• AIM OF THE EXERCISE:
Each line of the data holding "Çenet" should be found and copied.

* * *

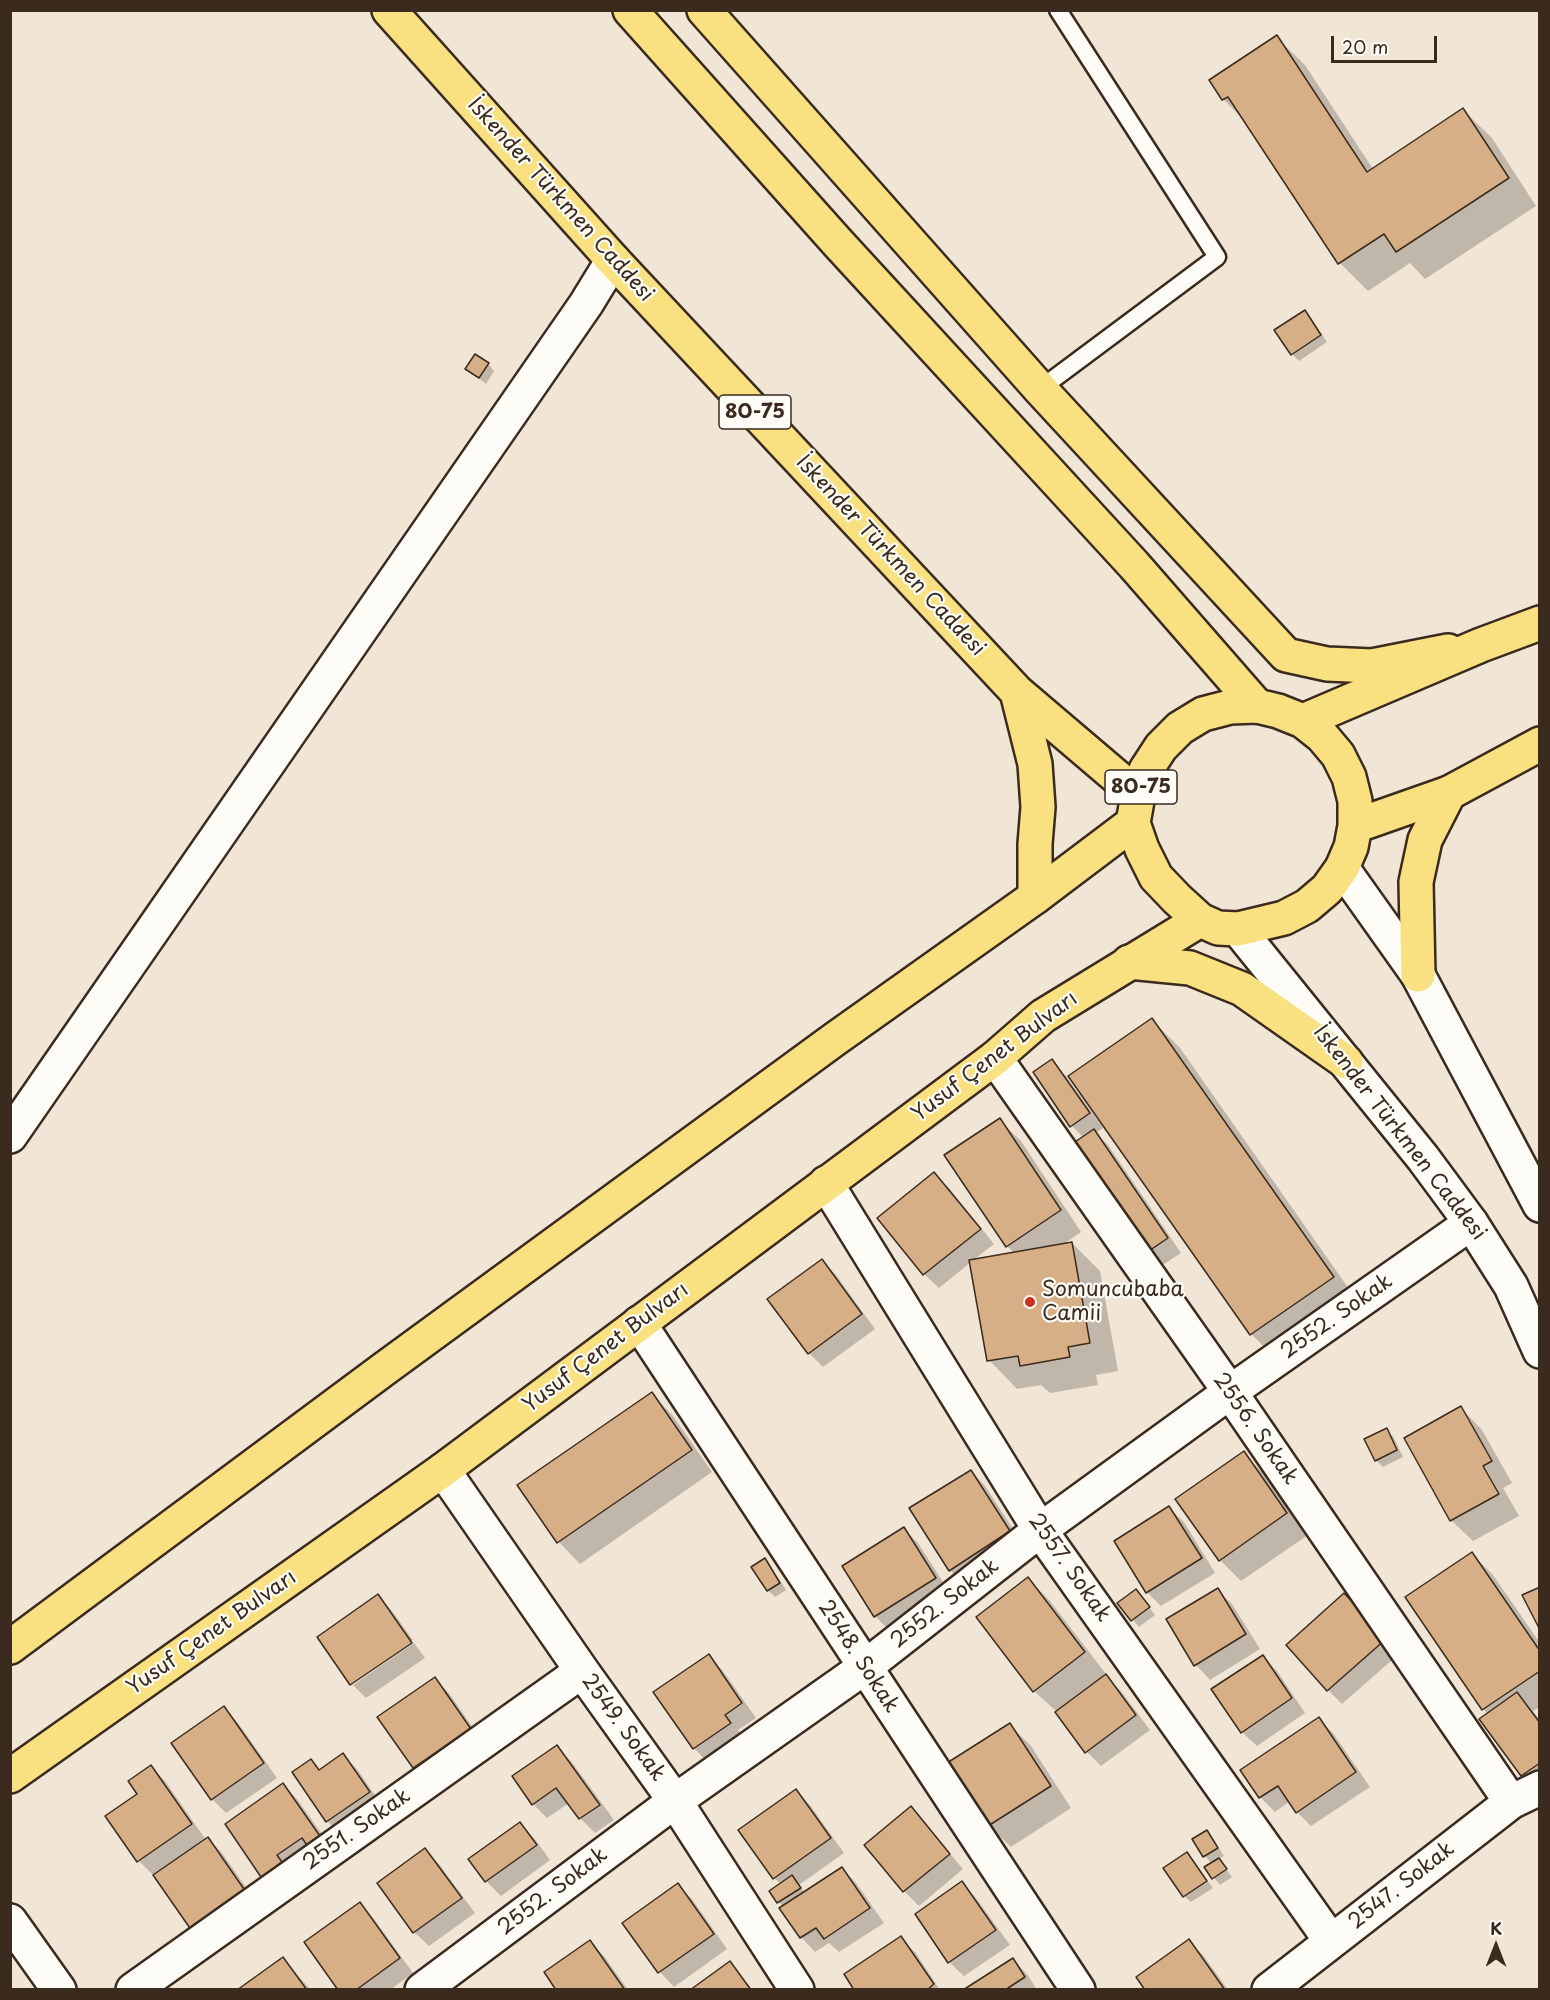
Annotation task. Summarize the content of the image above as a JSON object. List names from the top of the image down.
{
  "streets": {
    "main road": ["İskender Türkmen Caddesi", "80-75", "Yusuf Çenet Bulvarı"],
    "street": [
      "2552. Sokak",
      "2556. Sokak",
      "2557. Sokak",
      "2548. Sokak",
      "2549. Sokak",
      "2551. Sokak",
      "2547. Sokak"
    ]
  },
  "crossings": [
    ["İskender Türkmen Caddesi", "80-75"],
    ["İskender Türkmen Caddesi", "2552. Sokak"],
    ["80-75", "Yusuf Çenet Bulvarı"],
    ["Yusuf Çenet Bulvarı", "2556. Sokak"],
    ["Yusuf Çenet Bulvarı", "2557. Sokak"],
    ["Yusuf Çenet Bulvarı", "2548. Sokak"],
    ["Yusuf Çenet Bulvarı", "2549. Sokak"],
    ["2552. Sokak", "2556. Sokak"],
    ["2552. Sokak", "2557. Sokak"],
    ["2552. Sokak", "2548. Sokak"],
    ["2552. Sokak", "2549. Sokak"],
    ["2556. Sokak", "2547. Sokak"],
    ["2557. Sokak", "2547. Sokak"],
    ["2549. Sokak", "2551. Sokak"]
  ],
  "places": ["Somuncubaba Camii"],
  "scale_bar": "20 m",
  "north": "top"
}
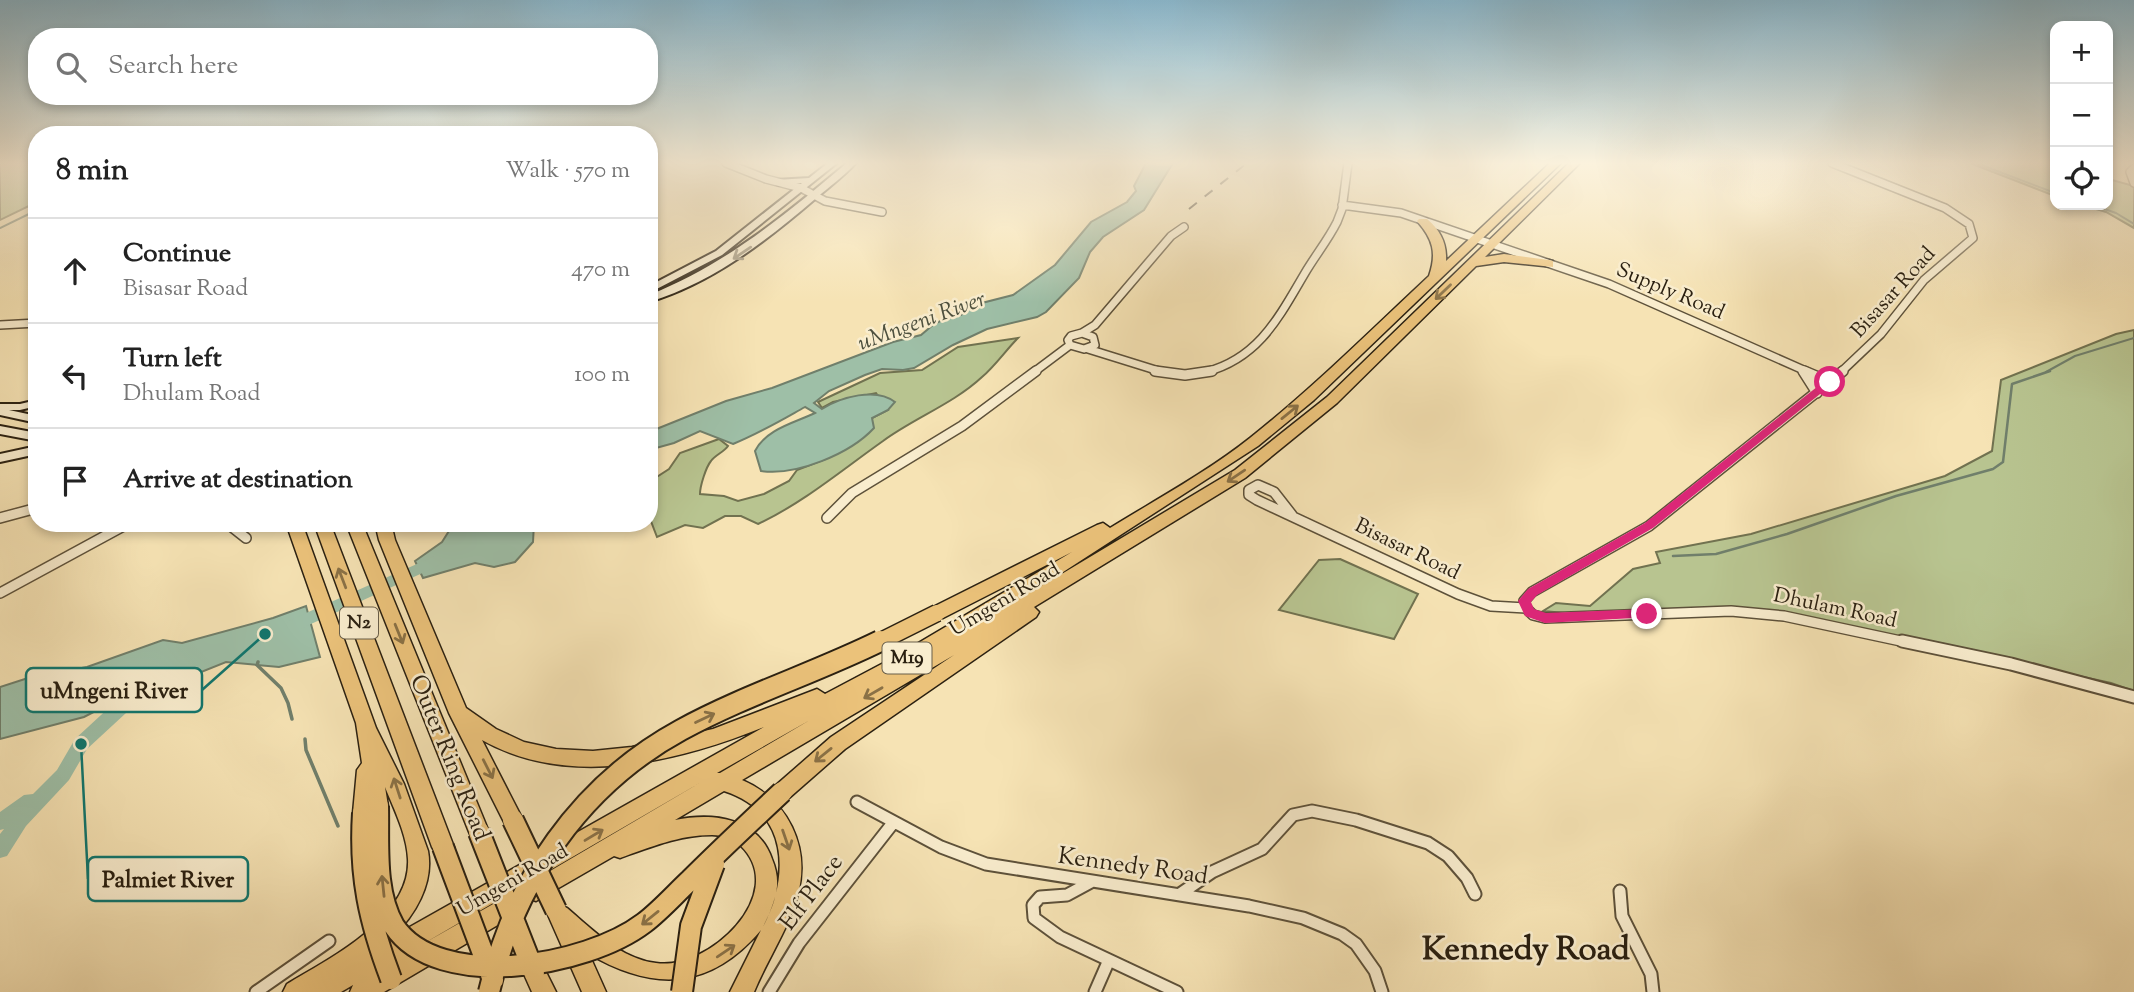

* * *

• PROBLEM SOLUTION:
    "main road": ["İskender Türkmen Caddesi", "80-75", "Yusuf Çenet Bulvarı"],
    ["80-75", "Yusuf Çenet Bulvarı"],
    ["Yusuf Çenet Bulvarı", "2556. Sokak"],
    ["Yusuf Çenet Bulvarı", "2557. Sokak"],
    ["Yusuf Çenet Bulvarı", "2548. Sokak"],
    ["Yusuf Çenet Bulvarı", "2549. Sokak"],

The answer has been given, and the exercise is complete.